How is it possible that two different ways (1 screenplay, 1 novelization) of telling the exact same story can lead to two different opinions?

Is it:
a) The reader lacks the cinematic imagination to project a screenplay in his mind.
b) George Lucas is a filmmaker, not a writer.
c) Novels appeal to the reader on a different level, forcing him to focus on different aspects rather than the 'pure' story the way a screenplay does.

Write your answer on a postcard and send it to...

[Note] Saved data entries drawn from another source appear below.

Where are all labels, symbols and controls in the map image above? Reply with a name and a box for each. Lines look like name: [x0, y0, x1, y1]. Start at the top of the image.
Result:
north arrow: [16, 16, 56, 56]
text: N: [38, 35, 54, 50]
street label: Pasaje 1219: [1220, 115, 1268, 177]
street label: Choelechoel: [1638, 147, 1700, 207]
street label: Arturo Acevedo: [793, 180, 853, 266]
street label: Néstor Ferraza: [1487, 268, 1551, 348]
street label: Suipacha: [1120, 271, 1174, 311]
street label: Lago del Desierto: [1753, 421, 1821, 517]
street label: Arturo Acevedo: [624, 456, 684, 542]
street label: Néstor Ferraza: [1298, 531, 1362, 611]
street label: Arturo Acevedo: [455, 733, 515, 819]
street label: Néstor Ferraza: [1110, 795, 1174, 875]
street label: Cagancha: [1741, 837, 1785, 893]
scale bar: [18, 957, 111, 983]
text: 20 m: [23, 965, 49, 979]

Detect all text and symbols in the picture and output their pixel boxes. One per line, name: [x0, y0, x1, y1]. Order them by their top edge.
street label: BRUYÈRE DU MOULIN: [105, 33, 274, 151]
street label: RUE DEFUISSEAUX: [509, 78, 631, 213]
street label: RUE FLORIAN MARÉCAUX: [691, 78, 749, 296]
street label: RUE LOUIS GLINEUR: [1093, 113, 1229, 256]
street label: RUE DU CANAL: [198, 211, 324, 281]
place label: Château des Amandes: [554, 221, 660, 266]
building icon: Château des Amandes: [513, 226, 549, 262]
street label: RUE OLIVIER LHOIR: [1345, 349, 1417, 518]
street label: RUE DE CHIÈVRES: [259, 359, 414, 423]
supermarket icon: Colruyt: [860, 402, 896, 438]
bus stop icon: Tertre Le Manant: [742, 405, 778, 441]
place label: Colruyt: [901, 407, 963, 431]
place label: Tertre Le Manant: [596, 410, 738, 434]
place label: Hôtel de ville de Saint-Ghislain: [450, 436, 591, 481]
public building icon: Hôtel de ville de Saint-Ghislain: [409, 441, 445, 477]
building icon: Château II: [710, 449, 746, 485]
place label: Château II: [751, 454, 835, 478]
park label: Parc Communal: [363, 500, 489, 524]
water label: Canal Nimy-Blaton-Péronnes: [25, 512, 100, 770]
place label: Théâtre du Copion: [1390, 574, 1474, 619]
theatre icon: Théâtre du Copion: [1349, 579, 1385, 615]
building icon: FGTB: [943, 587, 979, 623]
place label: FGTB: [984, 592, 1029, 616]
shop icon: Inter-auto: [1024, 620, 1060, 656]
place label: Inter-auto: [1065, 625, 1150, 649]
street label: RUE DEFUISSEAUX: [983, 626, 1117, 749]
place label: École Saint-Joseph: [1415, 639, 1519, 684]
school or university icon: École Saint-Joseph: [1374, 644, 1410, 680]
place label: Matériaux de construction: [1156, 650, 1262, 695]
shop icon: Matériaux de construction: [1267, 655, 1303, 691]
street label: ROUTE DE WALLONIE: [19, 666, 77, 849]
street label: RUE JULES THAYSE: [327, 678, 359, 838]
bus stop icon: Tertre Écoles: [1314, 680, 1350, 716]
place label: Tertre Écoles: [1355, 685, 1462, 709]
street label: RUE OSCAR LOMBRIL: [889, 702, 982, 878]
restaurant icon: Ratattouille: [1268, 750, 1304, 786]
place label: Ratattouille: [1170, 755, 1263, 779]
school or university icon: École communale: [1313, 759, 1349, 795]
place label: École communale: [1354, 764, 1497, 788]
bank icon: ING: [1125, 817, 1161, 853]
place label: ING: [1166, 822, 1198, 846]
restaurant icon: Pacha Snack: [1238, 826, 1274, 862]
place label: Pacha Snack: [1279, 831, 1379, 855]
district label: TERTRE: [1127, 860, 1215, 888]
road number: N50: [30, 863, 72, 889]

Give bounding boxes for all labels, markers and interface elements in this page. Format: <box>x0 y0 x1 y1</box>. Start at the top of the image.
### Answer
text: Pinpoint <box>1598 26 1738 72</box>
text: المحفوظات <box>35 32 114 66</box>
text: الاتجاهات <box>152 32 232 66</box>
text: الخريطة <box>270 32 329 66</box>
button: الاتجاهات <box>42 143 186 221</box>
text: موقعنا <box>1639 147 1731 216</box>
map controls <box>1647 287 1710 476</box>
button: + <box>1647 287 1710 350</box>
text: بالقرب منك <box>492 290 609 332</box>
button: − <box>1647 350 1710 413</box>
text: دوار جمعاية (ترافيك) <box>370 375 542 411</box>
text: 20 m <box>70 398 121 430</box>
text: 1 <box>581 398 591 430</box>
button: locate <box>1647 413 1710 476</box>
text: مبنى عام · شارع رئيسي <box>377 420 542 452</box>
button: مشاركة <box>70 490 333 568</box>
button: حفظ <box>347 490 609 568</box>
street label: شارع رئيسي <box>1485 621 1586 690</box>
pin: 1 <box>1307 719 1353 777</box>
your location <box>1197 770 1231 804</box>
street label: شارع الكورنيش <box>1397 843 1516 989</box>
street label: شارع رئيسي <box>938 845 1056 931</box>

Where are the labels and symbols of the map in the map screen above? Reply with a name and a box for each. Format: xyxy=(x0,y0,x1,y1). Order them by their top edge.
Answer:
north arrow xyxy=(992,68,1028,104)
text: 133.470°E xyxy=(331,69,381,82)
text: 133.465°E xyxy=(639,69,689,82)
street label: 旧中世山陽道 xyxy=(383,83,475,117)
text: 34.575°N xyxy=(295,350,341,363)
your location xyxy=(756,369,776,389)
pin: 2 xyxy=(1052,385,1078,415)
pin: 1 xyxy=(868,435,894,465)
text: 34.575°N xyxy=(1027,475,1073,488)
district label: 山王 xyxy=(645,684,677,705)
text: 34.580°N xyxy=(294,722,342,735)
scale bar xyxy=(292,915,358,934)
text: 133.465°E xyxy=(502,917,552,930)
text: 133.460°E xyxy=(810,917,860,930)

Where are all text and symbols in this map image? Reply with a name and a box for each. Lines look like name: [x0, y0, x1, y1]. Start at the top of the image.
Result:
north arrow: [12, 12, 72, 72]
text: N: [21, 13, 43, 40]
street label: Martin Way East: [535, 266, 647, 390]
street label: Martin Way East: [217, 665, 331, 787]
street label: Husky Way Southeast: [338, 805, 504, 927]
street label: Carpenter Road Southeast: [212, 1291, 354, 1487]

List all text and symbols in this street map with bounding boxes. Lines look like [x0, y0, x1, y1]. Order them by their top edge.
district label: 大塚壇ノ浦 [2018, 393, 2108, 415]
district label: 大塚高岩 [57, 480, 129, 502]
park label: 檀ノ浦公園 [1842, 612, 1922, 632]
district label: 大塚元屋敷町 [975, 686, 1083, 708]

Why I was wondering this is because now that I've read the novelization I suddenly see things a little differently and the horror of the bad quality of the screenplay has been diluted up to the point where there's a shimmer of hope in me. Seriously, the novel's better than the play. Things are less 'humorous' for a start. Then there's the level, which is higher than the level at which the screenplay was aimed (if you remember what I said about the screenplay being aimed at children). The novel is more along the lines of young adult literature, if you ask me.
    Still, there are some things wrong with the novel. Most noticeably, the characters are always either chagrined (the word appears at least 20 times) or sweaty (again, at least 20 times of being sweaty, wiping sweat off a brow, sweat dripping down, etc.).

BUT WHAT'S THE STORY????

Okay, I'll tell you, though I should keep in the spirit of the unofficial websites and say that the following bit contains SPOILERS. There's a boy called Anakin Skywalker, who is nine years old and has some strangeish powers, like being able to sense things, having a weird affinity with machinery and having visionary dreams. Not that it does him a lot of good - he's a slave on a desert planet really quite far away from anywhere, Tatooine.
    Meanwhile, elsewhere in the universe, the universal baddies (commercialism/capitalism embodied by a cowardly race of aliens and under the banner of something called the Trade Federation) occupy a peacefuil planet and two Jedi Knights (for those who have no idea what Jedi Knights are I'll quote one of them: "guardians of peace and justice through the universe" - they also have telepathic, telekinetic and other peculiar powers, collectively called the Force) try to help the queen of the planet. While trying to help Queen Amidala by shipping her to the Galactic centre of the Universe, Coruscant, they crash land on Tatooine where they meet up with Anakin.
    One of the Jedi, Qui-Gon Jinn, finds out that Anakin isn't just any old slave kid, but that he's really really powerful in the aforementioned Force. Anakin falls in love with Amidala immediately and prophesies, 'I'm going to marry you.' So, after a number of events, they head for Coruscant, taking Anakin with them to present him to the Jedi Council in order to obtain approval to train him in the ways of the Jedi. The council disapprove as Anakin is too old and too angry (and we all know that anger leads to the dark side of the Force. You see, the Force is divided in two, the light and the dark side. No points for guessing what side would contain what emotions. Anyway, Qui-Gon is pissed off at this and to vent his anger the whole party moves back to the besieged planet and kill and/or capture all the evil-doers. In the process Qui-Gon gets killed by the really really evil Darth Maul, who is a Sith Lord (which means he's adept in the dark side of the Force instead of the light side, 'cos then you're called a Jedi), and forces his apprentice, Obi-Wan Kenobi, to train Anakin in the ways of the Jedi.

The end.

Recommended? Not recommended? I'll give this a 'better than the screenplay', as well as a 'recommended in comparison to the other works of science fiction I've read'.